CORRESPONDENCE Intraprostatic Fat: Does It Exist? To the Editor:—Invasion of fat is almost always a manifestation of extraprostatic spread by cancer.1 However, a published observation has indicated that rarely, significant expanses of fat may exist within the prostate, where its invasion by carcinoma would be misleading and might be considered evidence of extraprostatic spread.2 This published report was subsequently brought into question by evidence that the “fat areas” might represent defects or cavities in the section.3 To address this controversy, we dissected 150 prostates from consecutive autopsies of men over age 40 (mean and median age, 61 years) who died of diseases other than carcinoma of the prostate. The prostates were dissected free from the surrounding tissue and fixed uncut in 10% formalin for 5 days or longer. The glands were cut into 2 parts through a sagittal section passing through the middle of the organ. The ejaculatory ducts were easily visualized on each section plane because of the presence of yellow-brown pigment. The 2 halves were sectioned through the plane indicated by the presence of the ejaculatory duct. Sections of the posterolateral region corresponded to the portion of the gland lying posterior to the plane of section, and sections of the anterolateral region corresponded to the portion lying anterior to the plane of section. A step section method was used to cut the whole prostate in coronal planes in intervals of 0.3 to 0.5 cm. Blocks were

embedded in paraffin and cut at 6 ␮m, and 1 section from each block was stained with hematoxylin and eosin in a total of 5712 sections examined. Fat was considered to be located in 2 regions: beyond and amid or preceding the most peripheral acini. We preferred the latter location because the prostatic “capsule” is not a true capsule.4 The outer limit of the prostate corresponds to its own fibromuscular stroma. This limit may be sharp or imprecise due to bundles of fibromuscular stroma that penetrate and disappear into the periprostatic connective tissue stroma. For this study, the outer limit of the prostate was defined as the outer surface of the most peripheral acini of the gland. Fat was found amid and preceding the most peripheral acini of the gland in only 1 of 150 (0.66%) prostates examined. This fat, comprising a group of 6 adipose cells (Fig 1), was seen in only 1 of 45 sections of this prostate, corresponding to 1 of the total of 5712 sections (0.01%) examined. This section with fat was located in the anterolateral part of the gland. In all other sections fat was seen only beyond the most peripheral acini of the prostate. Prostatic adenocarcinoma detected in transrectal needle core biopsy is routinely evaluated by most pathologists with regard to length (extent) of cancer in the core, tumor grade, and evidence of extraprostatic spread into either seminal vesicles or periprostatic fat. These parameters correlate with the probability of surgical cure and may dictate therapeutic choices.2 There are 3 criteria for extraprostatic extension, depending on the site and composition of the extraprostatic tissue: (1) cancer in adipose tissue, (2) cancer in perineural spaces of the neurovascular bundles, and (3) cancer in anterior muscle.1 Our study demonstrated that intraprostatic fat is extremely rare. Invasion of fat in a needle biopsy specimen of the posterolateral region of the prostate appears to always be a manifestation of extraprostatic spread by cancer.

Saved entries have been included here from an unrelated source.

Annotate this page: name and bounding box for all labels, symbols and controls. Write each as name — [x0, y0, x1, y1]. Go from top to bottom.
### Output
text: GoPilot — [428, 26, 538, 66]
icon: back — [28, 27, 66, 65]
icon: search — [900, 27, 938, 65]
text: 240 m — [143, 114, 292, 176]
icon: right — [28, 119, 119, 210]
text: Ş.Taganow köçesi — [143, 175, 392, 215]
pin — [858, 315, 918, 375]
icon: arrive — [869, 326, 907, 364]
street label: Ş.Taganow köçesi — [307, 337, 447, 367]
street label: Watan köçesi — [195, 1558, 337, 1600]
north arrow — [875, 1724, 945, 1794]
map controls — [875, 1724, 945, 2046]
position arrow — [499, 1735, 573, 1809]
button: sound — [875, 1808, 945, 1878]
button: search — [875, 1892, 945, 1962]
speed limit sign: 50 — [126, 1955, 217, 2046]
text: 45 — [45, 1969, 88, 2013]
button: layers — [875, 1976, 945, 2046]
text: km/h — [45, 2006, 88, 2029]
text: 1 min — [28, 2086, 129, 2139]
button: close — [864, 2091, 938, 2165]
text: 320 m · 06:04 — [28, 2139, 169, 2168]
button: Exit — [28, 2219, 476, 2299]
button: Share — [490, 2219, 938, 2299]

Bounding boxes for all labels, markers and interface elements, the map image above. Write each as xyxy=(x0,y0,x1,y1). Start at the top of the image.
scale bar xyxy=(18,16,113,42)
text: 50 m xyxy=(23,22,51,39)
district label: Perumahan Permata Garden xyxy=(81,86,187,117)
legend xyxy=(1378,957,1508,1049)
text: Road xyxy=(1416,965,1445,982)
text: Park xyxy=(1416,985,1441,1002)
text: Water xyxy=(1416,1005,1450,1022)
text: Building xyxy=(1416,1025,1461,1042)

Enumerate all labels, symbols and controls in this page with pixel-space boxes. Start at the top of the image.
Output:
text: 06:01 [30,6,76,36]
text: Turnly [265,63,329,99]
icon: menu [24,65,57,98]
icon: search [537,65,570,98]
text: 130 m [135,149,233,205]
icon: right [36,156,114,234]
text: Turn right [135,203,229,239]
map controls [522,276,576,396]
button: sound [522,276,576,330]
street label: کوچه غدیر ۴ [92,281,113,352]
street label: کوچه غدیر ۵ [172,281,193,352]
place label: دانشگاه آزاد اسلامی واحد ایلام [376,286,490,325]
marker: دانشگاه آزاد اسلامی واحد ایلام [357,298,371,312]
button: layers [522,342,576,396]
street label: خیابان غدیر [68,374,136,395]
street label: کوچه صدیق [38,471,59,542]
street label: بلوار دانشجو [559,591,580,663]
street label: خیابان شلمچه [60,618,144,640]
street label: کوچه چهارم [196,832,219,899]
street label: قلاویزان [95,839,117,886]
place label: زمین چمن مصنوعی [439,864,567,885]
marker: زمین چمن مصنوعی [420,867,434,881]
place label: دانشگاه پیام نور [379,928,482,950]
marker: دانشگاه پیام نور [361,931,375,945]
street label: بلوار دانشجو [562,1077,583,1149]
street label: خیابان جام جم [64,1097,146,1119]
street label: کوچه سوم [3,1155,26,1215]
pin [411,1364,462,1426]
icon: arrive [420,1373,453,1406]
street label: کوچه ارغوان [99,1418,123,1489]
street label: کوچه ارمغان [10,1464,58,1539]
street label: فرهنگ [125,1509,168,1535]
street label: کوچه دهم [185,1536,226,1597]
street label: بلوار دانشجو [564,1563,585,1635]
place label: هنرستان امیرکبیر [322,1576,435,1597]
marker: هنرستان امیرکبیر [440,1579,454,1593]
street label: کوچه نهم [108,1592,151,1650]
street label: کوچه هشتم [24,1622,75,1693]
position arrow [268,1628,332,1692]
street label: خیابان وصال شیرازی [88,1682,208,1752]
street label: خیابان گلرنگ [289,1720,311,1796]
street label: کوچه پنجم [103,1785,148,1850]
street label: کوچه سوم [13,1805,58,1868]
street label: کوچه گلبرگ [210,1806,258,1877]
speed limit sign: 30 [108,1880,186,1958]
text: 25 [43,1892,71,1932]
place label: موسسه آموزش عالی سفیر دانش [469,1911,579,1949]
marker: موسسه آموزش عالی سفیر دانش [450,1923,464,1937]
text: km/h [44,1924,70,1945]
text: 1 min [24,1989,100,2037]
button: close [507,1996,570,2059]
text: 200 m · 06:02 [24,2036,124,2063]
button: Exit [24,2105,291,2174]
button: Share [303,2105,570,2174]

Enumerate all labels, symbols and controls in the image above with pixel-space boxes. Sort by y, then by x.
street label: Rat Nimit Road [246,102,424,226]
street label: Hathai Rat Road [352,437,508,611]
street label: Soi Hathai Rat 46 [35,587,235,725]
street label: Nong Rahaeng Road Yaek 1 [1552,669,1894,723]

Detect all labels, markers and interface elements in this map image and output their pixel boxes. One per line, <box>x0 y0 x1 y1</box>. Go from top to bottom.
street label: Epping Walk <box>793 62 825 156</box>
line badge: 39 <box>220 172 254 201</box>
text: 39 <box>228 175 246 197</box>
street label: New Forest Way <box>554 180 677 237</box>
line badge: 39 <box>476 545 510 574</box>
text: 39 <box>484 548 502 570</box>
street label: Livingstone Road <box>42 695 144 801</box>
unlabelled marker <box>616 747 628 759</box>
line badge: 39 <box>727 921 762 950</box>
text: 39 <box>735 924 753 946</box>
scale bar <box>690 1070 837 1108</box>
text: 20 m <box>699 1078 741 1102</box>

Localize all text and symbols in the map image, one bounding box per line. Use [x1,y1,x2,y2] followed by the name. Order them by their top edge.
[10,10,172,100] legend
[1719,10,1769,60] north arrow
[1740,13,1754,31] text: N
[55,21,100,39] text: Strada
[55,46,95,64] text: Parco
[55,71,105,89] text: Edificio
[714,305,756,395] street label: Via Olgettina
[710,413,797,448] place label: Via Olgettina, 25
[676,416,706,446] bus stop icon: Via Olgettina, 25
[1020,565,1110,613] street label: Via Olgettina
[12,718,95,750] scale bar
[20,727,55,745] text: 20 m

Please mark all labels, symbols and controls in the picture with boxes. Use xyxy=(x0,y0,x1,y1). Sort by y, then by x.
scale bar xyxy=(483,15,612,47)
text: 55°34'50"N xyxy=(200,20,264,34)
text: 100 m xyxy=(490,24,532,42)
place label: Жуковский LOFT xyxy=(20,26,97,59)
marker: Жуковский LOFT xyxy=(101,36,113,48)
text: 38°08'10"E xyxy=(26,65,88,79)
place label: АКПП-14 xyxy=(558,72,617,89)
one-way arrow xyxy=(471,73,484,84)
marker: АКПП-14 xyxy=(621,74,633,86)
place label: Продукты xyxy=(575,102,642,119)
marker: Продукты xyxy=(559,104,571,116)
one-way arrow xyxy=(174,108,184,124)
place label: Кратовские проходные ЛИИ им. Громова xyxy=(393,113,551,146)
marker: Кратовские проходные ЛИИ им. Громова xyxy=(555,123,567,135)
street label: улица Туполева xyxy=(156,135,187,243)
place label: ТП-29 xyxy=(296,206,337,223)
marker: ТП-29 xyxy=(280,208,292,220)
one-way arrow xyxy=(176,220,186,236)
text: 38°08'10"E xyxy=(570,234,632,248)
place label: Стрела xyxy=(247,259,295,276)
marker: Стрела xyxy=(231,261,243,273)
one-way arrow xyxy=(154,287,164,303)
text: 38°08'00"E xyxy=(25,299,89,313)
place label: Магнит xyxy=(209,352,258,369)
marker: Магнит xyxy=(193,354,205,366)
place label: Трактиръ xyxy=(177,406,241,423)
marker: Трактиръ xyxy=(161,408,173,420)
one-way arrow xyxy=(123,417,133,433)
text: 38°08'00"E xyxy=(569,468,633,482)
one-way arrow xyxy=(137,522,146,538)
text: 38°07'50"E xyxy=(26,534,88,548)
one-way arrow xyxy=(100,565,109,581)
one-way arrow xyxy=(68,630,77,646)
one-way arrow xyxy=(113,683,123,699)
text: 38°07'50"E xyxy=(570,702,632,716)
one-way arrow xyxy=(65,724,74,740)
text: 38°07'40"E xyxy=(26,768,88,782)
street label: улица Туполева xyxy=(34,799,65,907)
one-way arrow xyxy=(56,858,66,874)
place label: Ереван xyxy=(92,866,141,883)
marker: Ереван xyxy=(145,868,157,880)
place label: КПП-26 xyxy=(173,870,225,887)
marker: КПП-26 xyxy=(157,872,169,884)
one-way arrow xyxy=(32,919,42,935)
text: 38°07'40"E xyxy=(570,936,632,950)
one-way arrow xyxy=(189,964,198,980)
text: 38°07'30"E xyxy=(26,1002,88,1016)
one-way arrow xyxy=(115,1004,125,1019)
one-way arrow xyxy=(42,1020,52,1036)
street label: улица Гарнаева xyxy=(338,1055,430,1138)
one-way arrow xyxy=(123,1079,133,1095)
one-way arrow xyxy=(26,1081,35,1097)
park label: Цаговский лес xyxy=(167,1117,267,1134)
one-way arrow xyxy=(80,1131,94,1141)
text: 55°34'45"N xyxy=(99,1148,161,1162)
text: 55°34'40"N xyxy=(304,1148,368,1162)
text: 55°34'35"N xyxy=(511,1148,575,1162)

ATHANASE BILLIS, MD Department of Pathology State University of Campinas (Unicamp) Campinas, SP, Brazil 1. Bostwick DG, Montironi R: Evaluating radical prostatectomy specimens: Therapeutic and prognostic importance. Virchows Arch 430:1-16, 1997 2. Cohen RJ, Stables S: Intraprostatic fat [letter]. HUM PATHOL 29:424-425, 1998 3. Nopajaroonsri C: Intraprostatic fat [letter]. HUM PATHOL 29:887, 1998 4. Ayala AG, Ro JY, Babaian R, et al: The prostatic capsule: Does it exist? Its importance in the staging and treatment of prostatic carcinoma. Am J Surg Pathol 13:21-27, 1989

FIGURE 1. The focus of adipose tissue is located amidst and preceding the most peripheral prostatic acini. (Hematoxylin and eosin; original magnification ⫻ 83.)